- _Task objective_
Look through the lines below and extract any with the word "active".

- _Input records_
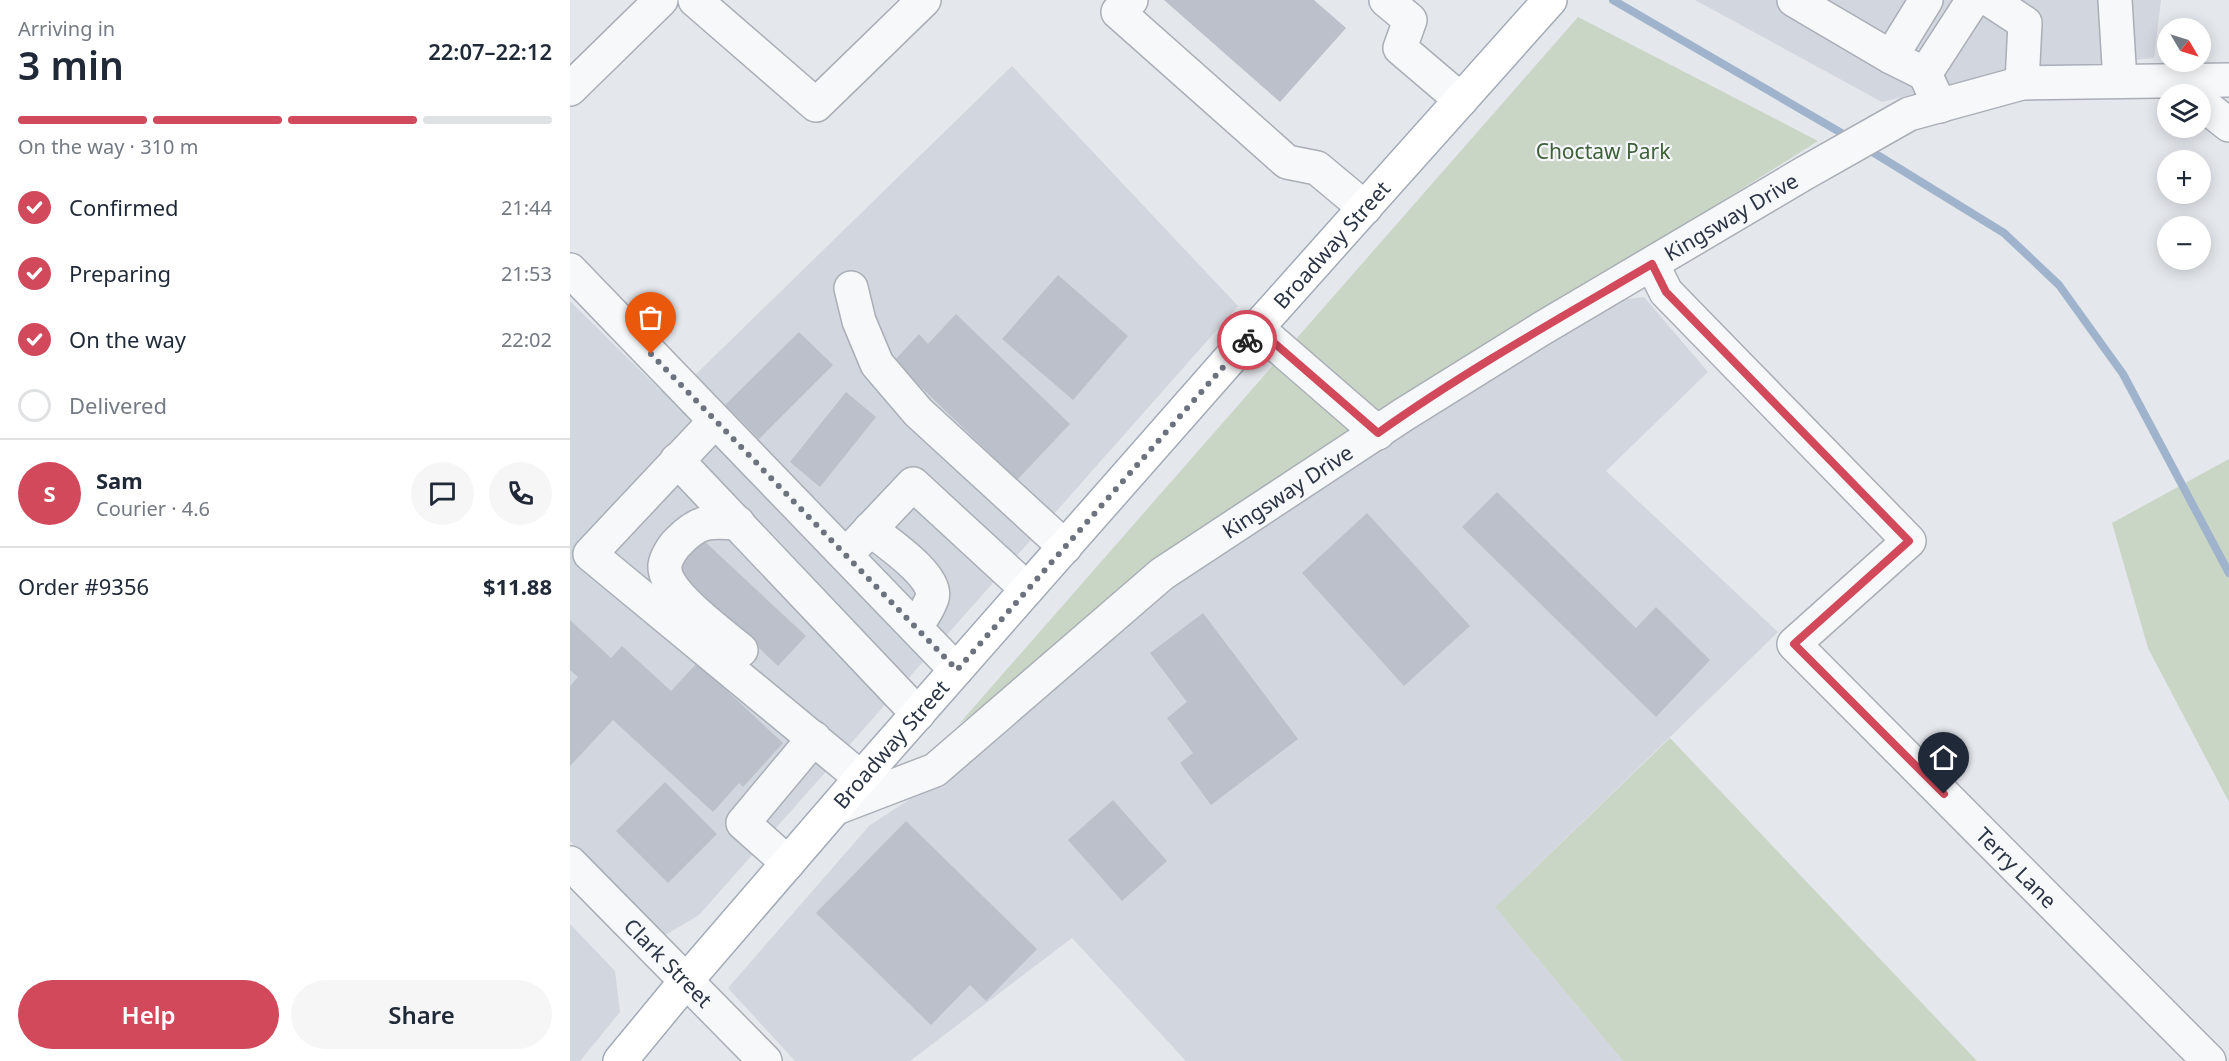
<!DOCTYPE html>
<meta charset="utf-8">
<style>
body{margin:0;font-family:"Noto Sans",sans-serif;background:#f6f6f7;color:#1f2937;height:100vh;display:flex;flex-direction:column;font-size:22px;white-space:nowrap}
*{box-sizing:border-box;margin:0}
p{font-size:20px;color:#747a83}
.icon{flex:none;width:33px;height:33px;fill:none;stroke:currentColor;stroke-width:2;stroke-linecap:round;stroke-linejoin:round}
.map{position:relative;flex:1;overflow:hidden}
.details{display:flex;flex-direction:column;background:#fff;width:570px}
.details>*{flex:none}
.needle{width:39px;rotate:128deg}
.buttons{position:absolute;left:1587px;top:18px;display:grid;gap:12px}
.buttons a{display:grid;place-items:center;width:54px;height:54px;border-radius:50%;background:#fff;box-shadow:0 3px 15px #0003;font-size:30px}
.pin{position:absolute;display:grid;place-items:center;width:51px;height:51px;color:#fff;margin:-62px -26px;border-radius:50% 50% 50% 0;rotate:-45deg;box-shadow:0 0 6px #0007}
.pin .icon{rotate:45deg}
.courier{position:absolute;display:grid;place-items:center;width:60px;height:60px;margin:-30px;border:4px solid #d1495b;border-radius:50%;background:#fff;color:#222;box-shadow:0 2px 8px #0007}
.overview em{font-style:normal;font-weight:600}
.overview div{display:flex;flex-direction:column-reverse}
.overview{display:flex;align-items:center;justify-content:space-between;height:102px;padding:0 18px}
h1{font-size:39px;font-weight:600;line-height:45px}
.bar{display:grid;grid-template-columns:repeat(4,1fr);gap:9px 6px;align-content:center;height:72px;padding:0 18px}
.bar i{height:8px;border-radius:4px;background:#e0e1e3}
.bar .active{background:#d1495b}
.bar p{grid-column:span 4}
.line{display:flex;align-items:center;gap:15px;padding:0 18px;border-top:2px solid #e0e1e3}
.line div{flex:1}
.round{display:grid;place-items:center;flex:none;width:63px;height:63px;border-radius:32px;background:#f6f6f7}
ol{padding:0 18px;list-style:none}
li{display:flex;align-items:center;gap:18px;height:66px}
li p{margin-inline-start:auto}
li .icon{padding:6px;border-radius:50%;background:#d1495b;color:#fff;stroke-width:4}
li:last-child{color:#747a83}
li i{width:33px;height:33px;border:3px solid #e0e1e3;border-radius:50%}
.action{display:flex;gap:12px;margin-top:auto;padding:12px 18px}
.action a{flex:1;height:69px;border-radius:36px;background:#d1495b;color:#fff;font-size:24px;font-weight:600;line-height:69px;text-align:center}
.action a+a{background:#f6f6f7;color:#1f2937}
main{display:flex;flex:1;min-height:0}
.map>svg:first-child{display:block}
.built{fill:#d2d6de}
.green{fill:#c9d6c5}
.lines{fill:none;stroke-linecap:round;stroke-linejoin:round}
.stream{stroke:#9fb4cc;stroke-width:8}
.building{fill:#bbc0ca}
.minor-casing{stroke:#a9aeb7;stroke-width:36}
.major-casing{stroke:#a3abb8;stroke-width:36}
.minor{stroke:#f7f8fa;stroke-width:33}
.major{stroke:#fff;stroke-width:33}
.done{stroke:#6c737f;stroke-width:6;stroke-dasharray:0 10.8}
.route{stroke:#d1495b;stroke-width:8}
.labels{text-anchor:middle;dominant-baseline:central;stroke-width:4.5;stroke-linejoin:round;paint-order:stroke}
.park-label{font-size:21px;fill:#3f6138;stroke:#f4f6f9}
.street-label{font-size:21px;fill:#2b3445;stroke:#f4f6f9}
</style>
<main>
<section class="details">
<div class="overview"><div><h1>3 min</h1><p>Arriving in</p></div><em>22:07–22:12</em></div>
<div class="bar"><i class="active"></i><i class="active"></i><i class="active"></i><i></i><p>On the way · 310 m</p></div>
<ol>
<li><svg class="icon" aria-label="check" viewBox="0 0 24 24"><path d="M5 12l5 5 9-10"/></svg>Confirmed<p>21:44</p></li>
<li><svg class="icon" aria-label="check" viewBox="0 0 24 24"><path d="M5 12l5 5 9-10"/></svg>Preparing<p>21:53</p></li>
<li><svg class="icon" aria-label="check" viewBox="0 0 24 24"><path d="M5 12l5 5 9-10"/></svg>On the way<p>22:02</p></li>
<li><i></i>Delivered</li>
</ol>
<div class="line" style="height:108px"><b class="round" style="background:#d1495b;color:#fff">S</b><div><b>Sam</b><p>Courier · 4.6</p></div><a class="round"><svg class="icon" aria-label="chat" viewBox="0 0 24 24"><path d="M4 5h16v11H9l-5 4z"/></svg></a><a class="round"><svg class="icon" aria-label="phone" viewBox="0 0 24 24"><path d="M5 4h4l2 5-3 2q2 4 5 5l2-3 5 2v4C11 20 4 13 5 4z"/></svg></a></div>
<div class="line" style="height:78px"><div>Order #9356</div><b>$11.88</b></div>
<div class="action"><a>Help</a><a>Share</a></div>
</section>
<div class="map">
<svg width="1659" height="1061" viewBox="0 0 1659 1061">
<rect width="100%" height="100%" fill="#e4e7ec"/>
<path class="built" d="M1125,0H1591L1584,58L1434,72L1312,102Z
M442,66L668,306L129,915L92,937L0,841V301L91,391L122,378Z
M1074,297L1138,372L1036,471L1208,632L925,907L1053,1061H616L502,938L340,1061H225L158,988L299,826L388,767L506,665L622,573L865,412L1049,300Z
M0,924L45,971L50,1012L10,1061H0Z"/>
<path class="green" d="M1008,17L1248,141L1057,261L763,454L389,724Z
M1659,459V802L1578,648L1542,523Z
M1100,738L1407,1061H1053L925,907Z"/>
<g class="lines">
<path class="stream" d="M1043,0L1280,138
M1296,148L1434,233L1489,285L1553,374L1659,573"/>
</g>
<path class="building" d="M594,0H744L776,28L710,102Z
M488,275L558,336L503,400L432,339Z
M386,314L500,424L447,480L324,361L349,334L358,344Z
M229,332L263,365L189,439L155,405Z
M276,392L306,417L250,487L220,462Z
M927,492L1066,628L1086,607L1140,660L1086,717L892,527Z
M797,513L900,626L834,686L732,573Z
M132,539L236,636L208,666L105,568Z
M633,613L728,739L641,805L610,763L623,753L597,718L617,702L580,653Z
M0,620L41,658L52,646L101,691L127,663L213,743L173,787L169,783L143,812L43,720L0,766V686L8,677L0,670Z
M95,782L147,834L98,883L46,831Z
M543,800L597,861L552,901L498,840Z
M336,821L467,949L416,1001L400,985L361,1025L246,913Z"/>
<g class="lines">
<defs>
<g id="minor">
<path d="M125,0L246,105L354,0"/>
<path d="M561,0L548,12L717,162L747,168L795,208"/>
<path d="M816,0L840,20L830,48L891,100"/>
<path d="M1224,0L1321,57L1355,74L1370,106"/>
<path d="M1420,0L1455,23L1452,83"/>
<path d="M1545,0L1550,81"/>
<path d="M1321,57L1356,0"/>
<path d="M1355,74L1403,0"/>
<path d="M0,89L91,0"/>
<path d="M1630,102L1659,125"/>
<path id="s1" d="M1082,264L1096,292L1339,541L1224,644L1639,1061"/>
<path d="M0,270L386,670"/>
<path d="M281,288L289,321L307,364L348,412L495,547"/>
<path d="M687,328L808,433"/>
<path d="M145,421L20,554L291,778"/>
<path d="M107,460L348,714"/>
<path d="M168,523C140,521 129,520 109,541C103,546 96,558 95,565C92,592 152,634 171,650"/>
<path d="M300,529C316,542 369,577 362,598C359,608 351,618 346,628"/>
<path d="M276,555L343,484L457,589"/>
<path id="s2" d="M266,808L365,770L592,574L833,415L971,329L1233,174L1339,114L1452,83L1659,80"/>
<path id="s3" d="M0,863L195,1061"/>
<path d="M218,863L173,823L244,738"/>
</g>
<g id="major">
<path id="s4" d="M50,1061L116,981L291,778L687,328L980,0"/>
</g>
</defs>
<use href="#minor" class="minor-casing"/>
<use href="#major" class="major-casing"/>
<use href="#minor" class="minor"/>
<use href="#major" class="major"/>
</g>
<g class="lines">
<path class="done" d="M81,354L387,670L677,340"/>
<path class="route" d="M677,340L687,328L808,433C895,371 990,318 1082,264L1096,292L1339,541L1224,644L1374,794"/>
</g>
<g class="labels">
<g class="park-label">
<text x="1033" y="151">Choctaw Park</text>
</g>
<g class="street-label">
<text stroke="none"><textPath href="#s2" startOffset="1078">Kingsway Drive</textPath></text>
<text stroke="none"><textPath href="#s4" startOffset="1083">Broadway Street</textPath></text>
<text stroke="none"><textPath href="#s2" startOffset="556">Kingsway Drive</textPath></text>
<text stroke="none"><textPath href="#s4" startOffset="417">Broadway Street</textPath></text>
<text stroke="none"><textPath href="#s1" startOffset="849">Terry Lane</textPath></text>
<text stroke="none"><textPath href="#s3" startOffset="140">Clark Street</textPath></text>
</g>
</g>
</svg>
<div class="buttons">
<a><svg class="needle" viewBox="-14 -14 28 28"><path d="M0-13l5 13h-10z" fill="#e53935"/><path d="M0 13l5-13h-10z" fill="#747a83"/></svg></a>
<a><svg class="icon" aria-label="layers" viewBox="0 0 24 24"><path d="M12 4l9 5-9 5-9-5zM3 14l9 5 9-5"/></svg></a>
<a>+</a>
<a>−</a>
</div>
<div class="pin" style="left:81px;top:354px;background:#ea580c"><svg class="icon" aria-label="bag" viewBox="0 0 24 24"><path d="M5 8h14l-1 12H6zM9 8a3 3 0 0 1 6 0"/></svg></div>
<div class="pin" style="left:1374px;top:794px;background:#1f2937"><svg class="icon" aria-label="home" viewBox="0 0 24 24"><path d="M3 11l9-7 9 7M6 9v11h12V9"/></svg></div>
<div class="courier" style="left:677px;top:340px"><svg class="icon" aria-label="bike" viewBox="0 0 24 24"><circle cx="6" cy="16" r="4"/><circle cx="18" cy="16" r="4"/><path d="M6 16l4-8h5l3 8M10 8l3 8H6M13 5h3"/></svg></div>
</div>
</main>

- _Solution to this exercise_
.bar .active{background:#d1495b}
<div class="bar"><i class="active"></i><i class="active"></i><i class="active"></i><i></i><p>On the way · 310 m</p></div>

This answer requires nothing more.